Evolutionary Bioinformatics of Gene Regulation

Bioinformatics tools and software for estimating, analyzing and/or visualizing the evolution of gene regulation are rare, because data are scarce [12]. In particular, sequence motifs describing TFBSs as parts of regulatory elements have low overall information content (binding sites feature a length of 4-20 bases, approximately), making their reliable in-silico detection difficult. Many transcription factor binding site prediction tools exploit libraries of known binding motifs and evolutionary conservation, and usually they infer sets of related sites (cis-regulatory modules). Assuming that conservation goes with functional importance, "phylogenetic profiling" and related methods [1322] suggest that predicted binding sites are the more likely to be functional, the more conserved they are. The integrated analysis of the evolution of cis-regulatory modules and the network of regulators is in its infancy. By assembling experimentally validated TFBS information for a specific set of genes, we wish to contribute data that is useful for the development of methods and software towards this aim, and we hope that other researchers will follow suit, in a community/wiki effort.

Gene Regulation in Stem Cells

Stem cell research is currently one of the most active areas in molecular biology and biomedicine, based in part on recent breakthroughs in generating 'induced pluripotent stem cells' (iPS cells) from somatic cells like fibroblasts (reviewed in [23, 24]). Such a 'reprogramming' of differentiated cells into 'pluripotent' ones is possible by directly manipulating the pluripotency-related gene regulatory network [25] of the cell, confronting the differentiated cell with artificial amounts of key transcription factors such as Oct4 (also known as Pou5f1), Sox2 and Nanog. These 'ectopic' factors then re-direct the overall network of interaction and regulation. Redirection yields a state very close to the 'embryonic state'. In fact, mice can be obtained in which part (or even all) of their cells derive from the manipulated somatic cells [26]. Understanding the evolution of the gene regulatory network underlying stemness, or 'pluripotency', may give valuable guidance in improving reprogramming technology, highlighting similarities and differences across species, for example between model organisms and human.

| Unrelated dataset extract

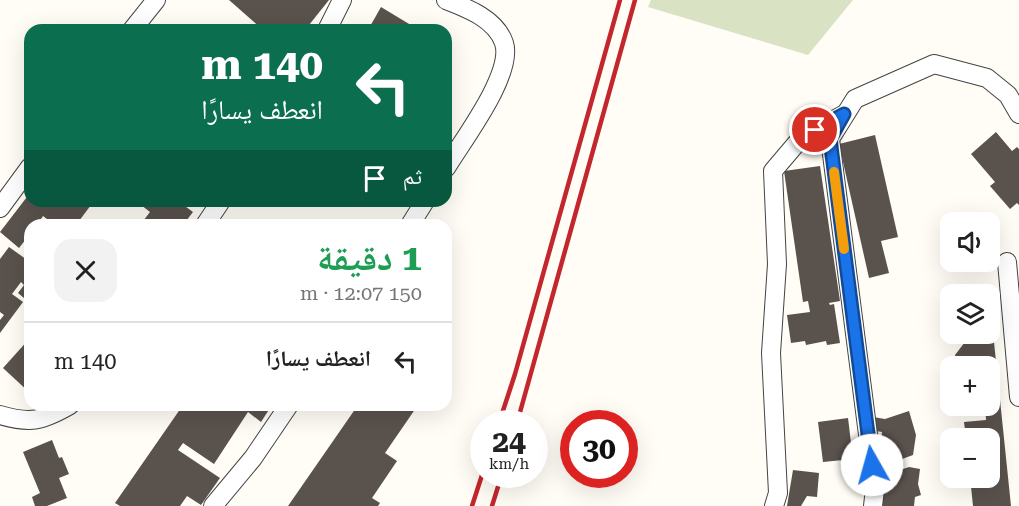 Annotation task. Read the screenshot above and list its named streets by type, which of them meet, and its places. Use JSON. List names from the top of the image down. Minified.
{"page":{"turn":["140 m","انعطف يسارًا"],"then":"ثم","map_buttons":["+","−"],"heading":["1 دقيقة","150 m · 12:07"],"list":[{"name":"انعطف يسارًا","value":"140 m"}],"speed":"24 km/h","limit":"30"}} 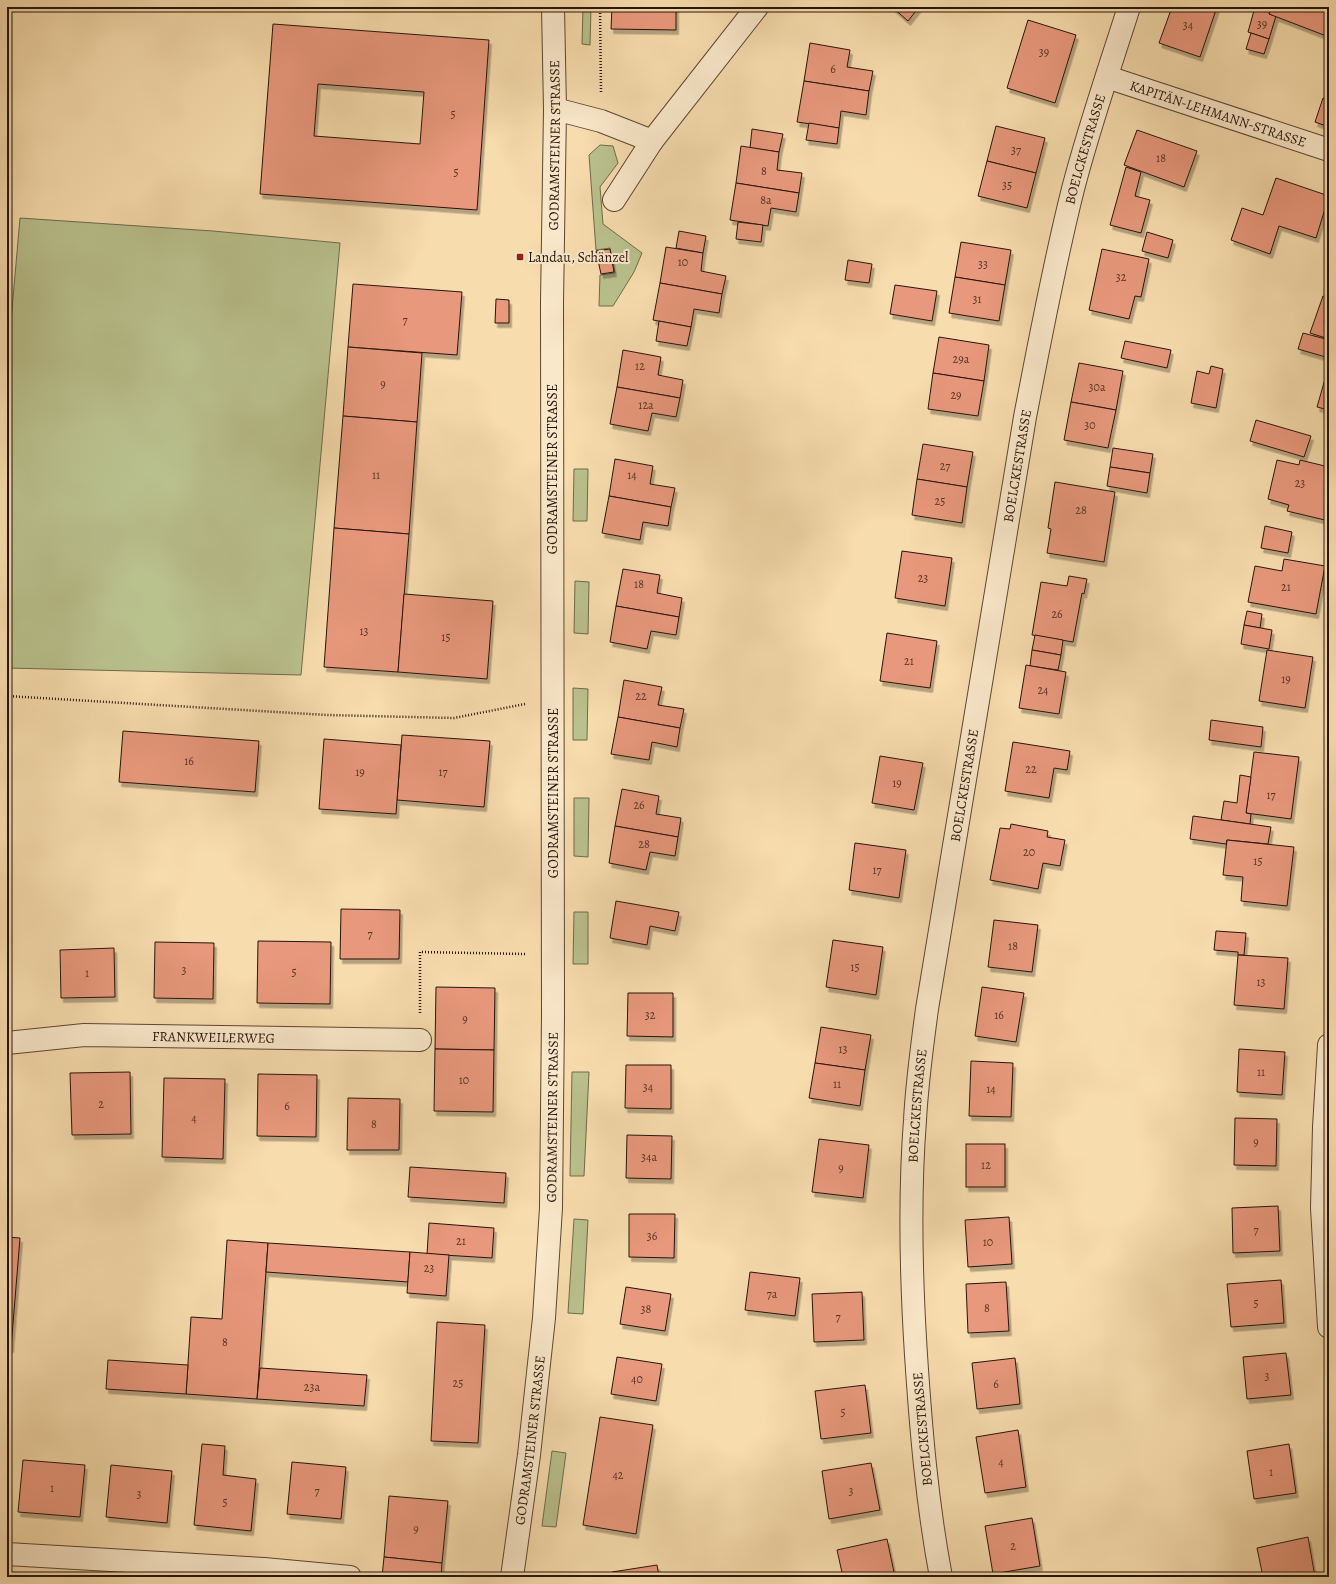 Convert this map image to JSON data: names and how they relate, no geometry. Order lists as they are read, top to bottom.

However, data on pluripotency-related gene regulation are scattered around in the literature, and it takes a lot of manual effort to extract validated regulatory information from it. Because most papers lack genomic coordinates, it is not straightforward to obtain transcription factor binding sites with precise genomic location. Only with such precision, studies of their evolution become possible and these sites can be studied in the context of the wealth of information available in a genome browser such as UCSC [27]. To get such an effort started, the experimentally validated regulatory elements of the three key transcription factors Oct4, Sox2 and Nanog will be described in this paper. Using the UCSC browser, we can then discuss their evolutionary history. Some observations are linked to Carroll's theoretical work, and they will be listed in Table 1. As we will see, despite incomplete and inaccurate data and a complex phenotype, the computational study of the evolution of gene regulation relevant for stem cells/pluripotency confirms observations from the literature and reveals some interesting insights as well.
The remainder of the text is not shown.